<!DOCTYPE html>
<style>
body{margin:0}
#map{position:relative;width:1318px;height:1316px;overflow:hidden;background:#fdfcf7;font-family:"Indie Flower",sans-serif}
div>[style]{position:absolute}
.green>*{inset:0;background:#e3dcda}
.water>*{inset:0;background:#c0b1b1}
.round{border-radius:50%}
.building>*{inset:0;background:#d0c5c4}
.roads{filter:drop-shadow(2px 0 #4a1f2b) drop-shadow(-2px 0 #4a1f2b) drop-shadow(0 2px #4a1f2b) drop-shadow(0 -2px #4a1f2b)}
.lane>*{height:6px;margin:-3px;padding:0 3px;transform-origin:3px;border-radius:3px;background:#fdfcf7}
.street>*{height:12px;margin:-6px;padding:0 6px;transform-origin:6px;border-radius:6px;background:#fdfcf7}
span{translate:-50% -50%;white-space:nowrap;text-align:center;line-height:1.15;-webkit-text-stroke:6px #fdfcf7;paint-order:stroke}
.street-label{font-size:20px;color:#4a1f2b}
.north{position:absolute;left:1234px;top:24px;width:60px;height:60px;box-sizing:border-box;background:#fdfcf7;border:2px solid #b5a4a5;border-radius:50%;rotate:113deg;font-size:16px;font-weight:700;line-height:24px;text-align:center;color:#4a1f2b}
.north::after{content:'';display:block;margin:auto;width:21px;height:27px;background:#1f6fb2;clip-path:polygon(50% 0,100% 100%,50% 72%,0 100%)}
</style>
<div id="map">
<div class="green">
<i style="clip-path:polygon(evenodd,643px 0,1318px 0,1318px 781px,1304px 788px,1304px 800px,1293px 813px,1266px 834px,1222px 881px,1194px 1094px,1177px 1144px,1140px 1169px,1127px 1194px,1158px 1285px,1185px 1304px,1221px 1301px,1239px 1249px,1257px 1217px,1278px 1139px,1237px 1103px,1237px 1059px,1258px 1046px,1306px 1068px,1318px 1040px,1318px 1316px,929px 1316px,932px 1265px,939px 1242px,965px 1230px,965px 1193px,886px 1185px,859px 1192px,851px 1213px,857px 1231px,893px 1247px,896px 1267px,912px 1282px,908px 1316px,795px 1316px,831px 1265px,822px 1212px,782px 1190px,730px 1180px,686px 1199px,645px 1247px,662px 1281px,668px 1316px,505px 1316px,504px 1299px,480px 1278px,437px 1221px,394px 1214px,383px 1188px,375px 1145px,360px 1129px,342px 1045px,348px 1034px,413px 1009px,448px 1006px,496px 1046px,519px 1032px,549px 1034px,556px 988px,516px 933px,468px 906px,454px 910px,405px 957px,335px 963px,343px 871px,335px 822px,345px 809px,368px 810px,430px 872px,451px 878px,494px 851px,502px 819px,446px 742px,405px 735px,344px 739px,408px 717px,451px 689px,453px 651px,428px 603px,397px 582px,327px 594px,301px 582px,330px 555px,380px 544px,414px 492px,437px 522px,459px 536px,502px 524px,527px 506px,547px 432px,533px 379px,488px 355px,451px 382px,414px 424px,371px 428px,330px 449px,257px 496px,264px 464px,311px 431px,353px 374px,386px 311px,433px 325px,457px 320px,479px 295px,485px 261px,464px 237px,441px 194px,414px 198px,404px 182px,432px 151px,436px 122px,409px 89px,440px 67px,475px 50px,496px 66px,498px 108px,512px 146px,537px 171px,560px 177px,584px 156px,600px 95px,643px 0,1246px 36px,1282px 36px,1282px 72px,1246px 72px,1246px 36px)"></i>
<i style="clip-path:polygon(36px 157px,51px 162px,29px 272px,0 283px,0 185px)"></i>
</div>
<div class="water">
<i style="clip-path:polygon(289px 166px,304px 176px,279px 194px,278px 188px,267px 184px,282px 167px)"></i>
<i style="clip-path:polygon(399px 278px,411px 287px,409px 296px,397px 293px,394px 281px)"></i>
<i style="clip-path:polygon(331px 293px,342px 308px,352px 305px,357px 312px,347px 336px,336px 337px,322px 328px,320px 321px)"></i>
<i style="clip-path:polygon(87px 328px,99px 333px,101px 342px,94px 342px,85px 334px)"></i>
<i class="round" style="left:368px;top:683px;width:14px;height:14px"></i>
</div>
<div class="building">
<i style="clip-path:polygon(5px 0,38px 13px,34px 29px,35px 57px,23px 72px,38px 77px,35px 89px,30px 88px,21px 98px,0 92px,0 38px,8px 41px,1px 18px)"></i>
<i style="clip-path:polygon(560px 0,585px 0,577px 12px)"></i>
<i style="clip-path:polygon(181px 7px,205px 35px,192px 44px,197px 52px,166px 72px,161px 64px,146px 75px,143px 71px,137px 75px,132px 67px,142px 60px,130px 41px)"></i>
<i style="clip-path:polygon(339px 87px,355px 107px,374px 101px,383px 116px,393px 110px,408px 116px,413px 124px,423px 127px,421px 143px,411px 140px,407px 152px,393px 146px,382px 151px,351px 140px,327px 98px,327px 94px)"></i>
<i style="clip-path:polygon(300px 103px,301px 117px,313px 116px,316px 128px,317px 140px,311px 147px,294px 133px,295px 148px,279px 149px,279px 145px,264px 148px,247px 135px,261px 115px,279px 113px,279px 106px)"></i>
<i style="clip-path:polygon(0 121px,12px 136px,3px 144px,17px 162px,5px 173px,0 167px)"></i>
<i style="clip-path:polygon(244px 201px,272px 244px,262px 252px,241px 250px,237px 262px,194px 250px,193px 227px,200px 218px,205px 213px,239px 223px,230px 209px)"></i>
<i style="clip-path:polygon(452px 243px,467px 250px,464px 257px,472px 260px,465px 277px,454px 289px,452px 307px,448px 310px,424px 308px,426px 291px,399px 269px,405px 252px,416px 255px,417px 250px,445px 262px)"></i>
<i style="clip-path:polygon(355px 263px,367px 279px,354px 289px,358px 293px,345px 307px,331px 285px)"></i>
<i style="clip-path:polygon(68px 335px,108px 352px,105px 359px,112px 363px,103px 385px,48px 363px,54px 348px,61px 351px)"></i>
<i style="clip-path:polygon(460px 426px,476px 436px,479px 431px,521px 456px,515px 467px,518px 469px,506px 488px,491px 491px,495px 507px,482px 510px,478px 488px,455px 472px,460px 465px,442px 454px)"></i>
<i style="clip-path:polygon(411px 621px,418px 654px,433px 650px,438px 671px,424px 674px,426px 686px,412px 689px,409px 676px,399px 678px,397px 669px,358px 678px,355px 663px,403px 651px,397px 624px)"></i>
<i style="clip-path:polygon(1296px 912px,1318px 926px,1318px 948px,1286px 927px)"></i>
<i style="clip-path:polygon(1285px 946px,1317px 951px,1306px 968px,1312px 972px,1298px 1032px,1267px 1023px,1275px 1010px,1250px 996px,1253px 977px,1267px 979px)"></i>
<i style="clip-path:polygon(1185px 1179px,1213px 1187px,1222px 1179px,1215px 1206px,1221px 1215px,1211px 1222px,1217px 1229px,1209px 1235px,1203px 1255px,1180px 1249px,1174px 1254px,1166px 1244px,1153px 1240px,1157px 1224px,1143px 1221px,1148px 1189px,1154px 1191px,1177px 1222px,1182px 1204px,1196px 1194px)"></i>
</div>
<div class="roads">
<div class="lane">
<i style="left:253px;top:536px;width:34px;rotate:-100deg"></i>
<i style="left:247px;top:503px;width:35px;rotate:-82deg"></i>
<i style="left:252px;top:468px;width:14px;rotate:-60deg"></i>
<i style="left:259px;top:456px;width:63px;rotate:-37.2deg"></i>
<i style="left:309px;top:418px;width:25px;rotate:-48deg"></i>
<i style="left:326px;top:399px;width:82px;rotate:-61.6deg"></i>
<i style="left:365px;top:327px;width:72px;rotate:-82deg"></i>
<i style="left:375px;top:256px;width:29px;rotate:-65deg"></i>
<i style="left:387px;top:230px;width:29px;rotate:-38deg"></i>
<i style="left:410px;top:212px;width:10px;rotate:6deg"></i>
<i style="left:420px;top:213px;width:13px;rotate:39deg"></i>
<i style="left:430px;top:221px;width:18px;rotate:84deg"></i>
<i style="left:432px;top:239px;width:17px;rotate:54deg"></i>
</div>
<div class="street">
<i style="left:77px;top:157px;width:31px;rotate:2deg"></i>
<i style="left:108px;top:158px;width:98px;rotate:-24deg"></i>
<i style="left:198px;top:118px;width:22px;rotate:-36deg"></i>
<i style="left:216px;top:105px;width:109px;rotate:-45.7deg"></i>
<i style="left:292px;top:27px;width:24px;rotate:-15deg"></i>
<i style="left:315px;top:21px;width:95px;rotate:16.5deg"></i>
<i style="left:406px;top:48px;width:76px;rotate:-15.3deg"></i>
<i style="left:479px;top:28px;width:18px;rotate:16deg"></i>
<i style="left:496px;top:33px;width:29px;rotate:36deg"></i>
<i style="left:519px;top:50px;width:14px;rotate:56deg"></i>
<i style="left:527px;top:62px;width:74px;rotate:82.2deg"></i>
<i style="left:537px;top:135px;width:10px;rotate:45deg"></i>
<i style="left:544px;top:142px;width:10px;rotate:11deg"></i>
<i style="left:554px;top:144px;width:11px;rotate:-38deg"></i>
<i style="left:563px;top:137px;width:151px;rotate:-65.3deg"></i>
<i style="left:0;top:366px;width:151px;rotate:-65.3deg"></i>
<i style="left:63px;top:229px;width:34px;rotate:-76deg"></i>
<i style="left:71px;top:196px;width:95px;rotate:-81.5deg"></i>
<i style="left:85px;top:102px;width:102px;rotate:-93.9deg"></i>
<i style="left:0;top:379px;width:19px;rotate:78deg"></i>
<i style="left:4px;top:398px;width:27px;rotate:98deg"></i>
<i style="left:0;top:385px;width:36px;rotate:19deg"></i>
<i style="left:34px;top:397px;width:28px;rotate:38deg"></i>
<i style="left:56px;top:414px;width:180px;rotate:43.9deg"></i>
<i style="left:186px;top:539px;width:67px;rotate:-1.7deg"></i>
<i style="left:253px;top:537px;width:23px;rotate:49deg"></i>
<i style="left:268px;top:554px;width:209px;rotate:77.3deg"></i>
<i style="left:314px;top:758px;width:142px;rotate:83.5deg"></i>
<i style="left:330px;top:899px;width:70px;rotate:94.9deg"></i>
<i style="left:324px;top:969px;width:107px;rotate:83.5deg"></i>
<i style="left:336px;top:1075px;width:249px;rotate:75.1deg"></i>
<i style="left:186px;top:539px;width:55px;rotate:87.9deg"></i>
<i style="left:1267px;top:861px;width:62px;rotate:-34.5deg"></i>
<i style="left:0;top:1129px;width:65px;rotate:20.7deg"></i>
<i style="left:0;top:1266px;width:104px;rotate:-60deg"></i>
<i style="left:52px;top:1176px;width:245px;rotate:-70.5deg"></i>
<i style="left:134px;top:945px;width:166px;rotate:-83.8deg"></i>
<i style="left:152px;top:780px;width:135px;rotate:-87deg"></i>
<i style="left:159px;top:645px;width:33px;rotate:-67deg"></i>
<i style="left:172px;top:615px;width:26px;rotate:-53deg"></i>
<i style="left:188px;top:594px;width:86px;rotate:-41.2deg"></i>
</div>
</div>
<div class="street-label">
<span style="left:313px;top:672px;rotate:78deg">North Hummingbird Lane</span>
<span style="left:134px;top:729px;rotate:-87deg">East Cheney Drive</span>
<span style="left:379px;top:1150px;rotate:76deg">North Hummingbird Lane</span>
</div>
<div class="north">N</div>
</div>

◆ ◆ ◆ ◆

**Goal of the exercise**
If a line comes after the one containing "0 #4a1f2b) drop-shadow(-2px", leave it out; set down every line of the data before it, and that line itself, exactly.

**Finished exercise**
<!DOCTYPE html>
<style>
body{margin:0}
#map{position:relative;width:1318px;height:1316px;overflow:hidden;background:#fdfcf7;font-family:"Indie Flower",sans-serif}
div>[style]{position:absolute}
.green>*{inset:0;background:#e3dcda}
.water>*{inset:0;background:#c0b1b1}
.round{border-radius:50%}
.building>*{inset:0;background:#d0c5c4}
.roads{filter:drop-shadow(2px 0 #4a1f2b) drop-shadow(-2px 0 #4a1f2b) drop-shadow(0 2px #4a1f2b) drop-shadow(0 -2px #4a1f2b)}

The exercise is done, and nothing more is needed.